--- RECORDS SHOWN ---

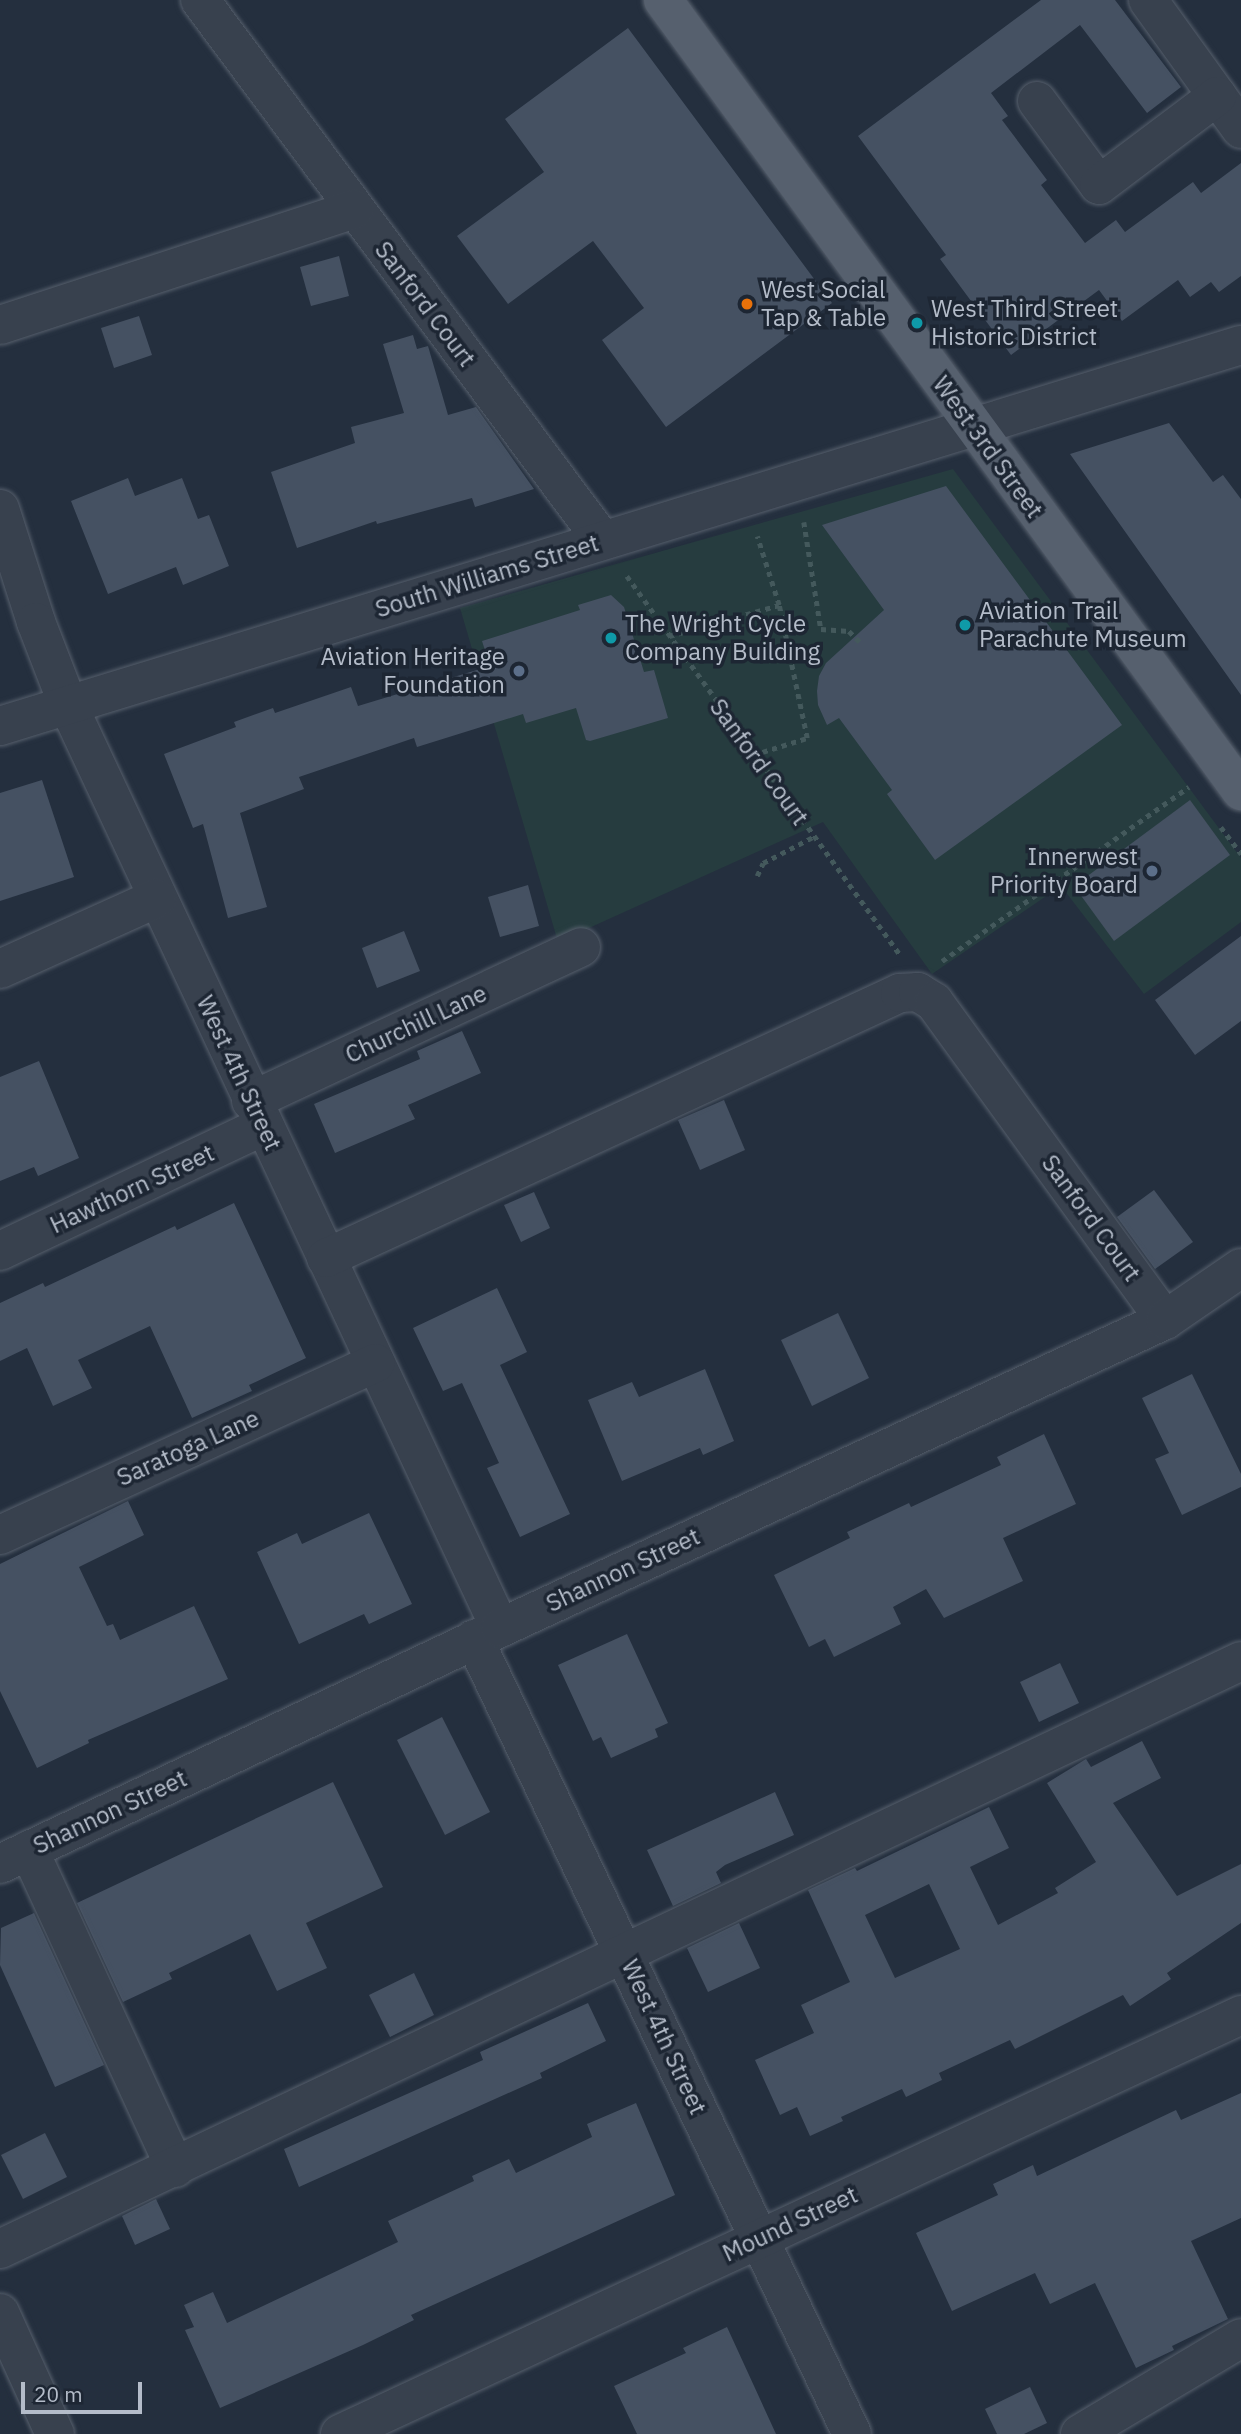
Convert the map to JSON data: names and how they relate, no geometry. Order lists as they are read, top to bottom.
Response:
{
  "streets": {
    "main road": ["West 3rd Street"],
    "street": [
      "Sanford Court",
      "South Williams Street",
      "Churchill Lane",
      "West 4th Street",
      "Hawthorn Street",
      "Saratoga Lane",
      "Shannon Street",
      "Mound Street"
    ]
  },
  "crossings": [
    ["Sanford Court", "South Williams Street"],
    ["Sanford Court", "Shannon Street"],
    ["West 3rd Street", "South Williams Street"],
    ["South Williams Street", "West 4th Street"],
    ["Churchill Lane", "West 4th Street"],
    ["Churchill Lane", "Hawthorn Street"],
    ["West 4th Street", "Hawthorn Street"],
    ["West 4th Street", "Saratoga Lane"],
    ["West 4th Street", "Shannon Street"],
    ["West 4th Street", "Mound Street"]
  ],
  "places": [
    "West Social Tap & Table",
    "West Third Street Historic District",
    "Aviation Trail Parachute Museum",
    "The Wright Cycle Company Building",
    "Aviation Heritage Foundation",
    "Innerwest Priority Board"
  ],
  "scale_bar": "20 m"
}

---

### REQUIREMENT
Filter the records above, keeping each line that contains the word "Lane".

### SOLUTION TO THIS EXERCISE
      "Churchill Lane",
      "Saratoga Lane",
    ["Churchill Lane", "West 4th Street"],
    ["Churchill Lane", "Hawthorn Street"],
    ["West 4th Street", "Saratoga Lane"],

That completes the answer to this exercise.